DOWIE: Picking a risk, I think, is what you’re saying.

FLEMING: How has the book done?

An early John Dowie Virgin album by the young tearaway

DOWIE: Hard to tell, but I think it’s doing OK. It only came out in April. I check the Amazon sales figures approximately every 47 seconds. It started at around 45, then Julian Clary Tweeted about it and it went straight up to Number 3. It’s doing OK now. There has never been a massive demand for my work. The world has never beaten a path to my particular door. As long as it sells slowly but consistently, that’s fine.
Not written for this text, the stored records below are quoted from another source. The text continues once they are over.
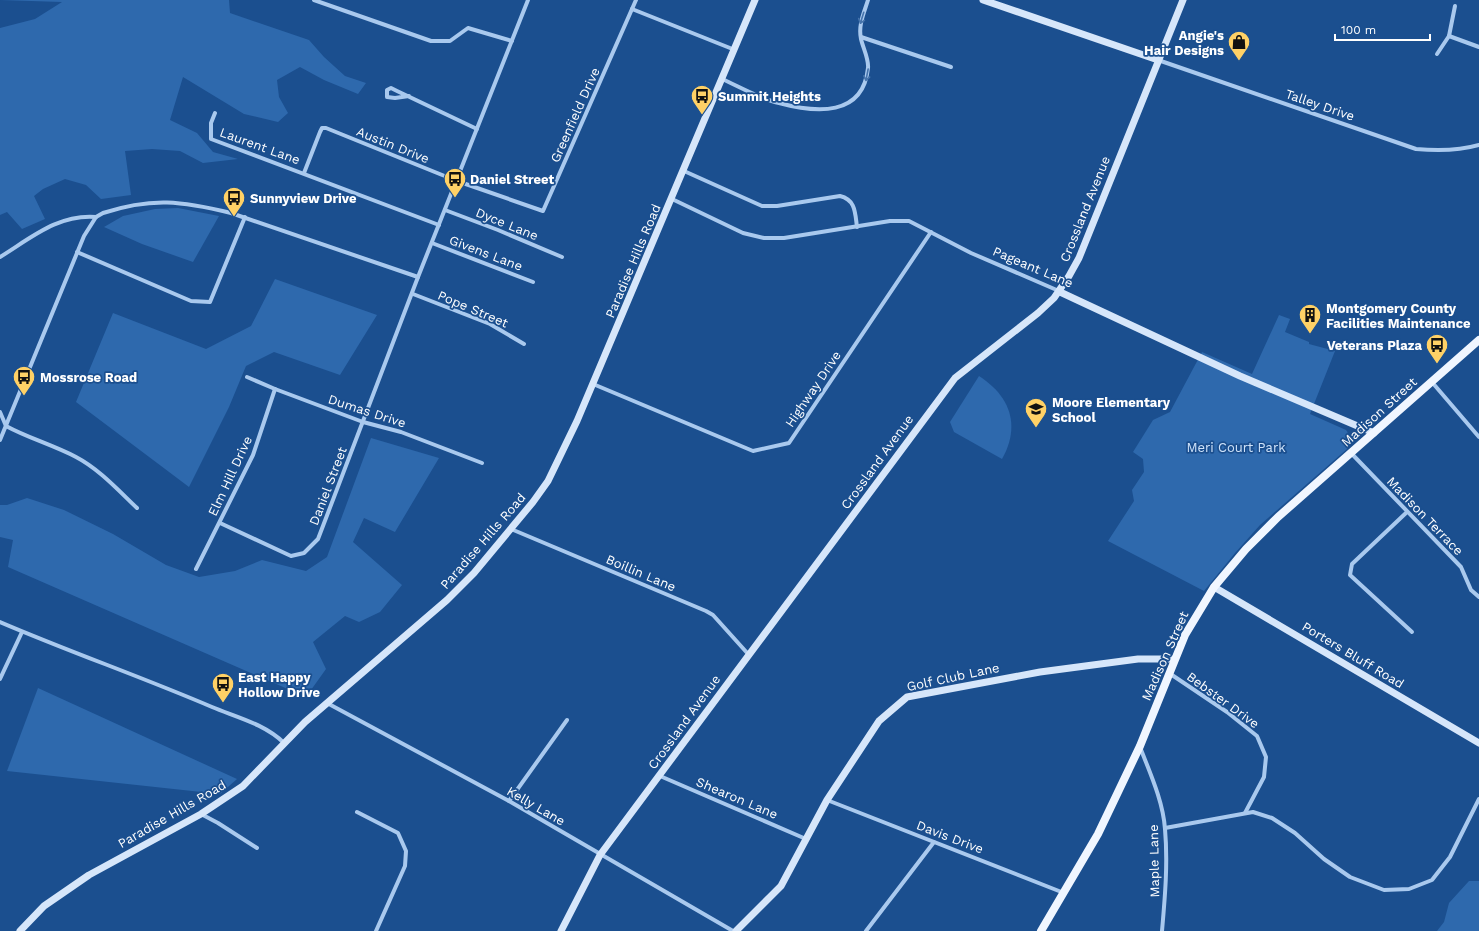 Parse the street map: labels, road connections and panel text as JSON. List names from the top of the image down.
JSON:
{
  "streets": {
    "main road": ["Madison Street"],
    "street": [
      "Talley Drive",
      "Greenfield Drive",
      "Austin Drive",
      "Laurent Lane",
      "Crossland Avenue",
      "Dyce Lane",
      "Givens Lane",
      "Paradise Hills Road",
      "Pageant Lane",
      "Pope Street",
      "Highway Drive",
      "Dumas Drive",
      "Elm Hill Drive",
      "Daniel Street",
      "Madison Terrace",
      "Boillin Lane",
      "Porters Bluff Road",
      "Golf Club Lane",
      "Bebster Drive",
      "Shearon Lane",
      "Kelly Lane",
      "Davis Drive",
      "Maple Lane"
    ]
  },
  "crossings": [
    ["Talley Drive", "Crossland Avenue"],
    ["Greenfield Drive", "Austin Drive"],
    ["Greenfield Drive", "Daniel Street"],
    ["Austin Drive", "Laurent Lane"],
    ["Austin Drive", "Daniel Street"],
    ["Laurent Lane", "Daniel Street"],
    ["Crossland Avenue", "Pageant Lane"],
    ["Crossland Avenue", "Boillin Lane"],
    ["Crossland Avenue", "Shearon Lane"],
    ["Crossland Avenue", "Kelly Lane"],
    ["Dyce Lane", "Daniel Street"],
    ["Givens Lane", "Daniel Street"],
    ["Paradise Hills Road", "Pageant Lane"],
    ["Paradise Hills Road", "Highway Drive"],
    ["Paradise Hills Road", "Boillin Lane"],
    ["Paradise Hills Road", "Kelly Lane"],
    ["Pageant Lane", "Highway Drive"],
    ["Pageant Lane", "Madison Street"],
    ["Pope Street", "Daniel Street"],
    ["Dumas Drive", "Elm Hill Drive"],
    ["Dumas Drive", "Daniel Street"],
    ["Madison Street", "Madison Terrace"],
    ["Madison Street", "Porters Bluff Road"],
    ["Madison Street", "Golf Club Lane"],
    ["Madison Street", "Bebster Drive"],
    ["Madison Street", "Davis Drive"],
    ["Madison Street", "Maple Lane"],
    ["Elm Hill Drive", "Daniel Street"],
    ["Golf Club Lane", "Shearon Lane"],
    ["Golf Club Lane", "Davis Drive"]
  ],
  "parks": ["Meri Court Park"],
  "places": {
    "shop": ["Angie's Hair Designs"],
    "bus stop": [
      "Summit Heights",
      "Daniel Street",
      "Sunnyview Drive",
      "Veterans Plaza",
      "Mossrose Road",
      "East Happy Hollow Drive"
    ],
    "building": ["Montgomery County Facilities Maintenance"],
    "school or university": ["Moore Elementary School"]
  },
  "scale_bar": "100 m"
}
FLEMING: Did you find it difficult to write?

DOWIE: It was for me. What I was more used to in writing verse or jokes was getting feedback from an audience. When you write prose for the page, you have not got that, so it is very difficult to judge.

FLEMING: What’s the difference between writing for poetry and prose?

DOWIE: No idea. I would not say I write poetry – I write verse.

FLEMING: What’s the difference between poetry and verse?

DOWIE: I think poetry takes more time to understand or is more difficult to understand.

FLEMING: So writing verse it dead easy, then.

DOWIE: Well, comparatively easy for me, because my stuff always rhymes. Use a rhyming pattern and you’ve got a way of telling a story.

FLEMING: So you see yourself as a writer of verse and…

DOWIE: Well, I only wrote it when the kids were little.

FLEMING: To distract them?

DOWIE: As a way of punishing them if they were not behaving well.

“Do you want me to read you one of my poems?”

“No! No! Please don’t do that to me, daddy!”

“You don’t have to stick to the same thing all the time…”

It was just a thing to do for a while. You don’t have to stick to the same thing all the time. Luckily, for me, this has never included doing mime. I did do a couple of mime sketches in my youth, but they weren’t real mime.

FLEMING: What sort of mime were they?

DOWIE: Well, it WAS doing things without words, but it wasn’t being a ‘mime artist’ and being balletic about it.

FLEMING: Mime artists seem to have disappeared. They call themselves ‘clowns’ now and go to Paris and come back and stare at people. I only ever saw David Bowie perform once…

DOWIE: … doing mime… Supporting Tyrannosaurus Rex… I saw that too.

FLEMING: I loved Tyrannosaurus Rex; not so keen on T Rex.

DOWIE: I’m a big Tyrannosaurus Rex fan.

FLEMING: Whatever happened to Steve Peregrin Took? (The other half of Tyrannosaurus Rex, with Marc Bolan.)

DOWIE: He choked on a cherry stone and died in a flat in Ladbroke Grove.

FLEMING: A great name, though.

DOWIE: He nicked it from Lord of the Rings. Peregrine Took (Pippin) is a character in Lord of the Rings. Steve was his own name.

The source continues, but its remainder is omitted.